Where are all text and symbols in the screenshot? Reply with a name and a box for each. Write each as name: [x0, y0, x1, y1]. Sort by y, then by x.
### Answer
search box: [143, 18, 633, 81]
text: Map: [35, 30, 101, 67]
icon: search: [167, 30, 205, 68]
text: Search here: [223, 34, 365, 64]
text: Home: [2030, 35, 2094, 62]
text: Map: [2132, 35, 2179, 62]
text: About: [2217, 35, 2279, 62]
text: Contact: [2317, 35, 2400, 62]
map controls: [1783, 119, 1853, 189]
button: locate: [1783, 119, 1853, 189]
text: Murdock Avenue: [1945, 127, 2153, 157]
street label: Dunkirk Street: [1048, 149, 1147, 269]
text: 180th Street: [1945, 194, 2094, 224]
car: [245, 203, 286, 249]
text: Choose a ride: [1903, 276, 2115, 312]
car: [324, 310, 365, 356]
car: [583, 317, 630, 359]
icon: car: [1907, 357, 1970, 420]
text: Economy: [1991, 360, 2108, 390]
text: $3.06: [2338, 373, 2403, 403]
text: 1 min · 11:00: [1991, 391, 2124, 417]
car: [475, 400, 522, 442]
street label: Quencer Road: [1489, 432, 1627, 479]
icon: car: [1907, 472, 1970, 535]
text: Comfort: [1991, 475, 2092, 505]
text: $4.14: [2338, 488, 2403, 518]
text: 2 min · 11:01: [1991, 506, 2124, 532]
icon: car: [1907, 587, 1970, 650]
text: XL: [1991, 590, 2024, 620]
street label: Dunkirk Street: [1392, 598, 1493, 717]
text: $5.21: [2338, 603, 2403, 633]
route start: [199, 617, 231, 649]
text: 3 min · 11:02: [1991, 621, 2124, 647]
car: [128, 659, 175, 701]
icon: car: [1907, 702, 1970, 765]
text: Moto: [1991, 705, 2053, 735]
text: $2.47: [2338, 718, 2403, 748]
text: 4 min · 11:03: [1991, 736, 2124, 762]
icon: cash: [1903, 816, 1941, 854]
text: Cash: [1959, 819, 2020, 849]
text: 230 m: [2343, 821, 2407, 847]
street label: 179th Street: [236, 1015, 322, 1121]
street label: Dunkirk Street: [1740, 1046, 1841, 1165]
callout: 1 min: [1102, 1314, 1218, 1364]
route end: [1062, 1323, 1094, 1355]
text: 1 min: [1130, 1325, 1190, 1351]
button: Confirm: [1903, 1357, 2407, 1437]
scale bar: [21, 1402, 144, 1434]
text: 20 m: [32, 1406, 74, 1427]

▸ **Task goal**
Send back every line of the listing above exactly.

▸ **Task response**
Where are all text and symbols in the screenshot? Reply with a name and a box for each. Write each as name: [x0, y0, x1, y1]. Sort by y, then by x.
### Answer
search box: [143, 18, 633, 81]
text: Map: [35, 30, 101, 67]
icon: search: [167, 30, 205, 68]
text: Search here: [223, 34, 365, 64]
text: Home: [2030, 35, 2094, 62]
text: Map: [2132, 35, 2179, 62]
text: About: [2217, 35, 2279, 62]
text: Contact: [2317, 35, 2400, 62]
map controls: [1783, 119, 1853, 189]
button: locate: [1783, 119, 1853, 189]
text: Murdock Avenue: [1945, 127, 2153, 157]
street label: Dunkirk Street: [1048, 149, 1147, 269]
text: 180th Street: [1945, 194, 2094, 224]
car: [245, 203, 286, 249]
text: Choose a ride: [1903, 276, 2115, 312]
car: [324, 310, 365, 356]
car: [583, 317, 630, 359]
icon: car: [1907, 357, 1970, 420]
text: Economy: [1991, 360, 2108, 390]
text: $3.06: [2338, 373, 2403, 403]
text: 1 min · 11:00: [1991, 391, 2124, 417]
car: [475, 400, 522, 442]
street label: Quencer Road: [1489, 432, 1627, 479]
icon: car: [1907, 472, 1970, 535]
text: Comfort: [1991, 475, 2092, 505]
text: $4.14: [2338, 488, 2403, 518]
text: 2 min · 11:01: [1991, 506, 2124, 532]
icon: car: [1907, 587, 1970, 650]
text: XL: [1991, 590, 2024, 620]
street label: Dunkirk Street: [1392, 598, 1493, 717]
text: $5.21: [2338, 603, 2403, 633]
route start: [199, 617, 231, 649]
text: 3 min · 11:02: [1991, 621, 2124, 647]
car: [128, 659, 175, 701]
icon: car: [1907, 702, 1970, 765]
text: Moto: [1991, 705, 2053, 735]
text: $2.47: [2338, 718, 2403, 748]
text: 4 min · 11:03: [1991, 736, 2124, 762]
icon: cash: [1903, 816, 1941, 854]
text: Cash: [1959, 819, 2020, 849]
text: 230 m: [2343, 821, 2407, 847]
street label: 179th Street: [236, 1015, 322, 1121]
street label: Dunkirk Street: [1740, 1046, 1841, 1165]
callout: 1 min: [1102, 1314, 1218, 1364]
route end: [1062, 1323, 1094, 1355]
text: 1 min: [1130, 1325, 1190, 1351]
button: Confirm: [1903, 1357, 2407, 1437]
scale bar: [21, 1402, 144, 1434]
text: 20 m: [32, 1406, 74, 1427]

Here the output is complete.